María Ángeles Santos

Macondo

María Ángeles Santos


Ecoansiedad

07/11/2019

Siempre me ha fascinado el síndrome de Stendhal. Ya sabéis, ese que produce palpitaciones, un elevado ritmo cardíaco, vértigo, confusión, temblor e incluso alucinaciones por la mera exposición del individuo a la belleza. A algo bello en particular o a la acumulación de belleza en un mismo espacio.  De hecho, se diagnosticó el Florencia, donde hay tanto arte por metro cuadrado que  no debe ser difícil ‘contagiarse’ de la enfermedad.  
No es que esté pidiendo que me dé un infarto delante de un cuadro, por perfecto que sea. Es que revela una parte muy importante de la condición humana, la posibilidad de emocionarse hasta el infinito y más allá, y que esa emoción salga por todos los poros del cuerpo. Lo del posterior tratamiento, ya es cosa de psiquiatras y demás entendidos.
Viene a cuento esta introducción porque me he topado con un artículo de la Asociación Estadounidense de Psicología, siempre tan adelantados los americanos, que define una nueva enfermedad psicosomática, un mal de nuestro tiempo: la ‘Ecoansiedad’.  Así han llamado al «estrés causado por observar los impactos aparentemente irrevocables del cambio climático, y a la preocupación por el futuro de uno mismo, de los niños y las generaciones futuras».
Afirman que  cada vez más personas entran en pánico, agobiadas por la magnitud del desafío y al mismo tiempo, por sentirse impotentes ante lo que llega. Porque,  más allá de su incidencia clínica como enfermedad psicosomática, no hablamos de una realidad inventada por una mente enferma. Hablamos de una realidad, sin más.
No se trata de un temor  irracional sobre la destrucción ambiental. Es para estresarse leer un día sí y otro también, que están desapareciendo aves, peces y plantas a velocidad de vértigo, que bajan los hielos y suben los mares, que mueren los bosques y nacen desiertos y que el plástico está ahogando la vida en el planeta.
Ya hemos definido el término. Y seguro que habrá lexatines, prozac y similares para que los afectados por el síndrome puedan hacer una vida relativamente normal.

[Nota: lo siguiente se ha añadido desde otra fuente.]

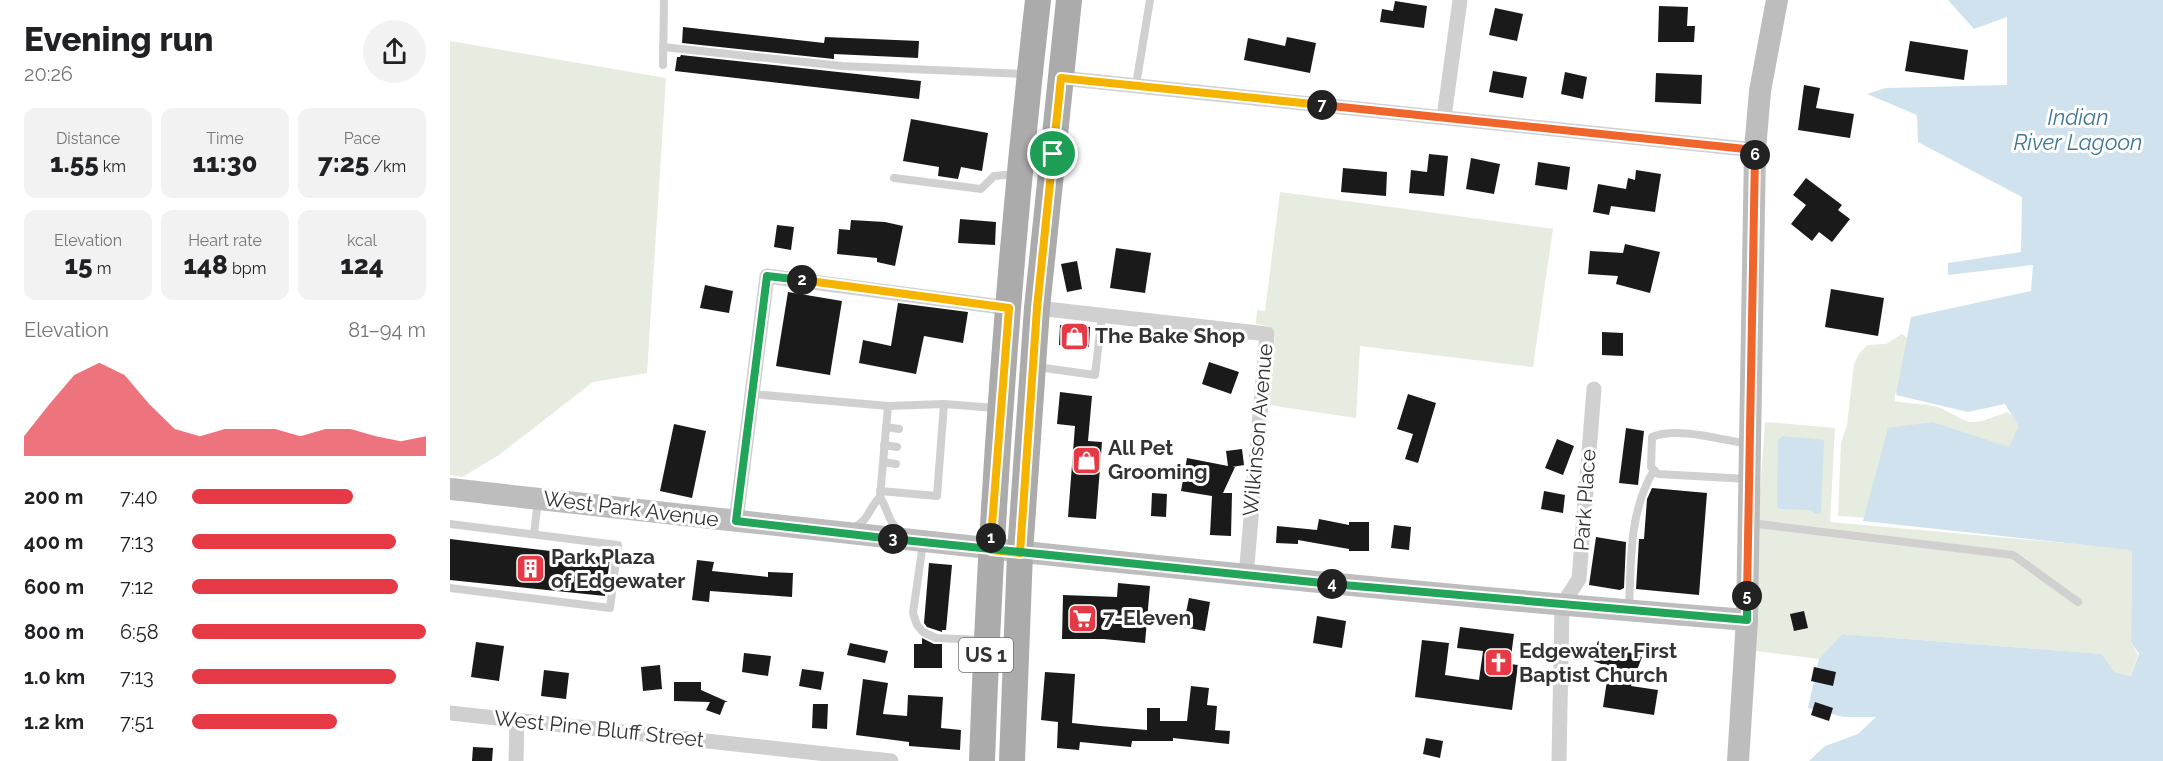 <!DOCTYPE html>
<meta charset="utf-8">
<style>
:root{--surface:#fff;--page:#f2f2f2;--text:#202124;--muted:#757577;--accent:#e63946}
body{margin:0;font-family:Raleway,sans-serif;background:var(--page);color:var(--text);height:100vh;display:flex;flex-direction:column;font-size:22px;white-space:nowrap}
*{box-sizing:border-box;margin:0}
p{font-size:20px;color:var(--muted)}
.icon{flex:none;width:33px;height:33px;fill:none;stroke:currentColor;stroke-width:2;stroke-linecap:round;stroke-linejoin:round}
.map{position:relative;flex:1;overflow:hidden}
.panel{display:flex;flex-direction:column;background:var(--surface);width:450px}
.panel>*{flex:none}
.pin{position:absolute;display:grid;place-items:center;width:51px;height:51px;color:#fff;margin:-26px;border:3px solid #fff;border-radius:50%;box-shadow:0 2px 6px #0007}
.km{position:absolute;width:30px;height:30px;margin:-15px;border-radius:50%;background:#222;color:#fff;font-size:16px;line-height:30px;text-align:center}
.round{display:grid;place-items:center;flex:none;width:63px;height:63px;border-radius:32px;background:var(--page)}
.overview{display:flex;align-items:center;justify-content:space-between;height:102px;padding:0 24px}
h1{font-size:33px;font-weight:800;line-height:45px}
.figures{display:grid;grid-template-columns:repeat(3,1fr);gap:9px;height:102px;padding:6px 24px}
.figures div{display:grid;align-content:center;border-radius:12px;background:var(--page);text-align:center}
.figures b{font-size:26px;font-weight:800}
.figures small{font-size:16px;font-weight:400}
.figures p{font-size:16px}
.chart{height:168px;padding:12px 24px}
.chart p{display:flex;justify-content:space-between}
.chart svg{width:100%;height:108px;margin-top:6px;fill:var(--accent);opacity:.7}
ul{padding:0 24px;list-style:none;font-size:20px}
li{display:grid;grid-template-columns:96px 72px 1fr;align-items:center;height:45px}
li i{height:15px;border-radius:8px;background:var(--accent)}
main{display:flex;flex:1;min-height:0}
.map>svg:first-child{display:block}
</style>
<main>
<section class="panel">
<div class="overview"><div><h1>Evening run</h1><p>20:26</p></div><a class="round"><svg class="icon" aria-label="share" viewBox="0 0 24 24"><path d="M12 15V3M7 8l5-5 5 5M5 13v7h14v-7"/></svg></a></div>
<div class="figures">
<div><p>Distance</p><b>1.55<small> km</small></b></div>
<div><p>Time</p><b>11:30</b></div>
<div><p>Pace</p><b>7:25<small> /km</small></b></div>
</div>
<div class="figures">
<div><p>Elevation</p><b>15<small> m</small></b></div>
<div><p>Heart rate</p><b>148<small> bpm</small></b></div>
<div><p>kcal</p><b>124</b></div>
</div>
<div class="chart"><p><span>Elevation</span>81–94 m</p>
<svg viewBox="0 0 160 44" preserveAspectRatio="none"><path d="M0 44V36L10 23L20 11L30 6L40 11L50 23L60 33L70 36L80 33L90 33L100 33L110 36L120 33L130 33L140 36L150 38L160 36V44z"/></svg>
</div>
<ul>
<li><b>200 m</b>7:40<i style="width:69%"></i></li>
<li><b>400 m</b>7:13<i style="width:87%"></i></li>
<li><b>600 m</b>7:12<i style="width:88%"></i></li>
<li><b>800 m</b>6:58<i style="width:100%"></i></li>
<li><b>1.0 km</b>7:13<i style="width:87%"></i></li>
<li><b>1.2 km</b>7:51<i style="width:62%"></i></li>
</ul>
</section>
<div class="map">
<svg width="1713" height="761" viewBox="0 0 1713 761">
<rect width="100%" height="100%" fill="#fff"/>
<g fill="#e6ecdf">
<polygon points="0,41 216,78 197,373 143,382 49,455 12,477 0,475"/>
<polygon points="830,192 1103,229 1083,367 910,346 906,418 818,405 825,334 819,326 806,324 807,310 815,311"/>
<path d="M1452 334 1460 340 1456 387 1445 393V401C1459 404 1473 403 1487 407 1497 410 1506 417 1516 421 1528 425 1545 416 1557 412L1568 418 1572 445 1421 518 1388 516 1391 443 1397 425 1404 364 1409 354 1417 345 1436 344Z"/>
<polygon points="1315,422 1385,428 1380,522 1682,549 1681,642 1688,655 1681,676 1664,672 1652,654 1392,634 1369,659 1299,650"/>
</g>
<g fill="#cfe2ee">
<polygon points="1498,0 1713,0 1713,761 1359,761 1375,746 1408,734 1426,717 1394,717 1358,708 1369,659 1392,634 1652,654 1664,672 1681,676 1689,654 1681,642 1682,550 1413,521 1438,428 1482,422 1559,447 1569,426 1555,404 1518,412 1446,395 1461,317 1581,291 1583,265 1498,275 1498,263 1571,252 1572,197 1468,142 1467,115 1417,94 1436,88 1557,85 1557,17 1524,29"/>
<polygon points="1333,436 1374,440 1371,512 1366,514 1360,510 1330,509 1327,506 1328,440"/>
</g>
<g fill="#1a1a1a">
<polygon points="945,1 977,6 974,28 930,22 932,9 943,11"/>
<polygon points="1209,6 1238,7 1237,26 1245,26 1244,42 1208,42"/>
<polygon points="1045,8 1073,14 1067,41 1039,35"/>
<polygon points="233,27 374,43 375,37 469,41 468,58 384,54 384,59 232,43"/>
<polygon points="837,37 866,43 860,73 794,60 798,38 835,46"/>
<polygon points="1460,41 1518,50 1514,80 1455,71"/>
<polygon points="231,55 471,81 469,99 225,71 227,57 230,57"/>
<polygon points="1043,71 1077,77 1073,98 1039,92"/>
<polygon points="1115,72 1137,77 1133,99 1111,94"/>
<polygon points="1206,73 1252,75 1251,104 1205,102"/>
<polygon points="1354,85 1370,88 1366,108 1404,114 1400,138 1348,130"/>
<polygon points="461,119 538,133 532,171 511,167 508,179 488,176 489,167 453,161"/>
<polygon points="979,154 998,156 994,196 959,193 961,170 977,172"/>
<polygon points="1021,158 1050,164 1044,194 1016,189"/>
<polygon points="1088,162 1120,167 1117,190 1085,185"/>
<polygon points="893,168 937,172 936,196 891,192"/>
<polygon points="1186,170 1211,174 1205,212 1161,206 1159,215 1143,212 1148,184 1176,189 1178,178 1185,180"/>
<polygon points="1356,178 1392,205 1388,210 1400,219 1382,242 1369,232 1362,241 1341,224 1356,205 1343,195"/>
<polygon points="510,219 546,222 545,245 508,243"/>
<polygon points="401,220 435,222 453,226 445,266 427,262 427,258 387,254 389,229 400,230"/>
<polygon points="327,225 344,227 341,250 324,247"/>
<polygon points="1175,244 1210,252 1200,293 1166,284 1168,276 1138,274 1140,251 1173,253"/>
<polygon points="666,248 701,253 695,293 660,288"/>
<polygon points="627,261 632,289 617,292 611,264"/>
<polygon points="255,285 283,291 279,313 250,308"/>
<polygon points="1381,289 1434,298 1428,336 1375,327"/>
<polygon points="338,292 392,301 380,375 326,366"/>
<polygon points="448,303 518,312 513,343 474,336 466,374 409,363 413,340 441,346"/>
<polygon points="610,325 640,327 639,347 609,345"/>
<polygon points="1152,332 1173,333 1173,356 1152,355"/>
<polygon points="759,362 789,372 781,394 752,384"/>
<polygon points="610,392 642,396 638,441 652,442 646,519 618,517 625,426 607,424"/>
<polygon points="958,394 986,403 968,463 955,459 963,434 947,429"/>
<polygon points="224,424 256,431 242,498 210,491"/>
<polygon points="1176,428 1194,431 1188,485 1169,483"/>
<polygon points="1107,439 1124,446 1113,475 1095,468"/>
<polygon points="792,449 794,465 782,467 785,467 773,493 782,493 781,536 760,535 762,496 731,491 737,458 778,466 776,451"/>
<polygon points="1202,488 1257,493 1249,595 1186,589 1189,539 1194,539 1197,499"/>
<polygon points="1094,491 1115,495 1113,513 1091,509"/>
<polygon points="702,493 717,494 716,517 701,516"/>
<polygon points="869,519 899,525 899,522 919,522 919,551 899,551 899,549 848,540 848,544 826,543 827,526 867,530"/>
<polygon points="944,525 961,527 959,550 941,548"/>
<polygon points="1146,537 1176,542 1174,588 1170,590 1139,585"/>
<polygon points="0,539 160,558 155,596 0,580"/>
<polygon points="247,560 264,562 262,571 318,577 318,572 343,573 342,597 260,591 259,602 242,600"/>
<polygon points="479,563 502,565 496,630 492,630 492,632 477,627 474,623"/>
<polygon points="668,583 700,586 695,643 654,639 612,639 613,595 667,597"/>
<polygon points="739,598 760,602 755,631 733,627"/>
<polygon points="1354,611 1358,628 1344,631 1340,614"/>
<polygon points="867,616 896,621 892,648 863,643"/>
<polygon points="1010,627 1064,634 1060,664 1068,665 1062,710 965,697 972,640 999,643 995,675 1029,680 1033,651 1007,648"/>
<polygon points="472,638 484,644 492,644 492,668 464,668 464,644 472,644"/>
<polygon points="1148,641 1192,657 1181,686 1208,690 1204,715 1153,707 1159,667 1141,660"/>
<polygon points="26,642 54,646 49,681 21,677"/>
<polygon points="400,643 438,651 435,663 397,655"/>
<polygon points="294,653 321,656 318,676 292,672"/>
<polygon points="210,665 212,689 193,691 191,667"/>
<polygon points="1364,667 1386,672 1383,686 1361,681"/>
<polygon points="352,669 374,672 371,690 349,686"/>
<polygon points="94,670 119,673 116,699 91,696"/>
<polygon points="595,672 625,674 622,723 650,726 697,730 697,708 710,708 710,721 737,721 741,686 759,688 757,705 767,706 765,730 780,731 779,744 723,738 723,741 682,741 681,747 630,742 629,750 607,748 608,722 591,720"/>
<polygon points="413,679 438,683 433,714 457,716 458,695 493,697 491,728 511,730 510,750 459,746 459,742 406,735"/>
<polygon points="224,682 251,682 251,690 278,702 275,702 270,715 256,710 260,702 224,701"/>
<polygon points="1365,702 1383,708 1379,721 1361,715"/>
<polygon points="363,704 378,704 377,729 362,728"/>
<polygon points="976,738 993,741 990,758 973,754"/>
<polygon points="23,747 43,748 42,761 22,761"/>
</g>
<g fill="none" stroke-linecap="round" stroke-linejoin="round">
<g stroke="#d0d0d0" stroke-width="8">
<polyline points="213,47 392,66 575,74"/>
<polyline points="213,65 214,0"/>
<polyline points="686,85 700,0"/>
<polyline points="444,178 531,189 544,176 566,174"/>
<polyline points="587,367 645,375 652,315"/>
<polyline points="302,394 438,406 494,404 546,408"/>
<path d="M438 406 430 497C439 511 437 521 451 533"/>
<polyline points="436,427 449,429"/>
<polyline points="434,445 447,447"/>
<polyline points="433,462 446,464"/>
<path d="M1298 479 1208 474 1201 467 1202 437C1226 426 1272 440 1298 444"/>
<polyline points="430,491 487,496 494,404"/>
<polyline points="1300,523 1563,555 1628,602"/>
<polyline points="0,524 168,545 160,608 0,588"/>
<path d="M404 527C418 522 420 506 430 497"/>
<polyline points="84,534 88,500"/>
<polyline points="473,543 463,613 467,625 473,632 486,638 535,640"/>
<path d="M1179 608C1181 561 1179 511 1204 470"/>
</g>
<g stroke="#d0d0d0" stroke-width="15">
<polyline points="611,78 1305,150"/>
<polyline points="994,117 1010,0"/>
<polyline points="587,308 817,334 796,576"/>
<polyline points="286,521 317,276 559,308"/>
<polyline points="0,713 441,761"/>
<polyline points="66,761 67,720"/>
<polyline points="1109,761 1112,605 1129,579 1144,389"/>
</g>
<g stroke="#bdbdbd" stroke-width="22">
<path d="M0 489C432 537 864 586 1297 620"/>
<polyline points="1288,761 1297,620 1305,150 1310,91 1327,0"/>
</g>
<g stroke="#ababab" stroke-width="26">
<path d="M532 761C541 507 559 253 588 0"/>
<polyline points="562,761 570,553 587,308 619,0"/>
</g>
</g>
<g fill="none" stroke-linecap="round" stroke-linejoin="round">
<defs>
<polyline id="split-1" points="541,538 541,550 570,553 587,308 603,154"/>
<polyline id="split-2" points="352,280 559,308 541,538"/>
<polyline id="split-3" points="352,280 317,276 286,521 443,539"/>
<polyline id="split-4" points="443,539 882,584"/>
<polyline id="split-5" points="882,584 1297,620 1297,596"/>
<polyline id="split-6" points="1297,596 1305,155"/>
<polyline id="split-7" points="872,105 1305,150 1305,155"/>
<polyline id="split-8" points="603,154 611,78 872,105"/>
</defs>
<use href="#split-1" stroke="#fff" stroke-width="12"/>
<use href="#split-2" stroke="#fff" stroke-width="12"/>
<use href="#split-3" stroke="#fff" stroke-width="12"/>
<use href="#split-4" stroke="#fff" stroke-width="12"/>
<use href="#split-5" stroke="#fff" stroke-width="12"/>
<use href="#split-6" stroke="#fff" stroke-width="12"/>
<use href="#split-7" stroke="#fff" stroke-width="12"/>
<use href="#split-8" stroke="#fff" stroke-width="12"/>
<use href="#split-1" stroke="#f5b400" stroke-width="8"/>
<use href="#split-2" stroke="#f5b400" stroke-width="8"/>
<use href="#split-3" stroke="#22a559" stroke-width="8"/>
<use href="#split-4" stroke="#22a559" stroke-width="8"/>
<use href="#split-5" stroke="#22a559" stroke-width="8"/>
<use href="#split-6" stroke="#f0652b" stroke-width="8"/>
<use href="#split-7" stroke="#f0652b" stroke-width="8"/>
<use href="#split-8" stroke="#f5b400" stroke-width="8"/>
</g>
<defs>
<symbol id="shop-square" viewBox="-11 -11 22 22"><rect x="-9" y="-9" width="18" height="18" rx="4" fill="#e63946" stroke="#fff"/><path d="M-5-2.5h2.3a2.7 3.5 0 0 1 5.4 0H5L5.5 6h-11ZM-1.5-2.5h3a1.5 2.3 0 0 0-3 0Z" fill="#fff"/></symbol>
<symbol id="building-square" viewBox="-11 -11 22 22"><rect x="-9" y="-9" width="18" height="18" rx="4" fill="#e63946" stroke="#fff"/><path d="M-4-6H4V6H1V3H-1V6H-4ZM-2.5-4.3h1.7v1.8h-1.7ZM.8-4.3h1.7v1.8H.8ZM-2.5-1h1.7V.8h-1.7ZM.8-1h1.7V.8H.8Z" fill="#fff"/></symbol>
<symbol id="supermarket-square" viewBox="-11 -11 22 22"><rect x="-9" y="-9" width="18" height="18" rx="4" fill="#e63946" stroke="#fff"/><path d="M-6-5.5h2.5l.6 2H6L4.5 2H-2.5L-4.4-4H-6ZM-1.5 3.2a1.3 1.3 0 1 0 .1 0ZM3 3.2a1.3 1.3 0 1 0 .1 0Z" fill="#fff"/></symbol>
<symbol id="church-square" viewBox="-11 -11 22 22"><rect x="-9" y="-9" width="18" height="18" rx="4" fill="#e63946" stroke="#fff"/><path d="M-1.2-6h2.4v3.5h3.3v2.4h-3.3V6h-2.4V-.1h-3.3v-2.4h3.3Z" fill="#fff"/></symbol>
</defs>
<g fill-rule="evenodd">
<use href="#shop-square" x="608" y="320" width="33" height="33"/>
<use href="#shop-square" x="620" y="444" width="33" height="33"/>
<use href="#building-square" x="64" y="552" width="33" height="33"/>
<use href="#supermarket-square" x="616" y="602" width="33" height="33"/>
<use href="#church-square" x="1032" y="646" width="33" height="33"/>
</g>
<g text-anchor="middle" stroke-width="6" stroke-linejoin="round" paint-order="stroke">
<rect fill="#fff" stroke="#707070" stroke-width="1.5" x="509" y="638" width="54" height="34" rx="4.5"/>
<g font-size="20" font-weight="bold" fill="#333">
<text x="536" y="662">US 1</text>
</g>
<g font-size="21" font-weight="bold" fill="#333" stroke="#fff" text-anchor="start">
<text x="645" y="343">The Bake Shop</text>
<text x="658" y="455">All Pet<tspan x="658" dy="24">Grooming</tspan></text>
<text x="101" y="564">Park Plaza<tspan x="101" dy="24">of Edgewater</tspan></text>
<text x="653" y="625">7-Eleven</text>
<text x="1069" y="658">Edgewater First<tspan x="1069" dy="24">Baptist Church</tspan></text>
</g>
<g font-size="21" fill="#333" stroke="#fff">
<text transform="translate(808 430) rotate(-85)" y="7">Wilkinson Avenue</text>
<text transform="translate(1135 500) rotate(-86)" y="7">Park Place</text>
<text transform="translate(181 509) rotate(7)" y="7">West Park Avenue</text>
<text transform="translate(149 729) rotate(6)" y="7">West Pine Bluff Street</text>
</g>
<g font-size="22" font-style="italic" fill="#3f7597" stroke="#fff">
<text x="1628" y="125">Indian<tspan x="1628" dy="25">River Lagoon</tspan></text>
</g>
</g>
</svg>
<div class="pin" style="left:603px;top:154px;background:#1e9e55"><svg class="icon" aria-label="arrive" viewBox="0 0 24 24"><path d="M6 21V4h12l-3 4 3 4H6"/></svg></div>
<b class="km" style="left:541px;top:538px">1</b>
<b class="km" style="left:352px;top:280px">2</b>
<b class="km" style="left:443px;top:539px">3</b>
<b class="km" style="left:882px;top:584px">4</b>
<b class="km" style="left:1297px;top:596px">5</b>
<b class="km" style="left:1305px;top:155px">6</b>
<b class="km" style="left:872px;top:105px">7</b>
</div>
</main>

Pero se me ocurre que tal vez deberíamos dejar que haya una epidemia de ecoansiedad. A gran escala. Y que el tratamiento no pase por pastillas, sino por activismo. Que cada cual se cure reciclando, reduciendo el impacto de su paso por la vida, contaminando menos, limpiando más. Cuidando los ríos y los mares. Dejando el coche en casa…
Puede parecer menos efectivo que abrir el frasco y tomar una píldora de cualquier ansiolítico, que por cierto, también vuelve a las maltratadas aguas del planeta. Pero al menos nos hará sentir mejor. No tiene remedio lo que ya está destruido, pero tenemos herramientas para impedir males mayores.
Ojalá nos invada la ecoansiedad. Una pandemia de grandes dimensiones que incida especialmente en los países ricos y poderosos. Y que permita salvar el planeta.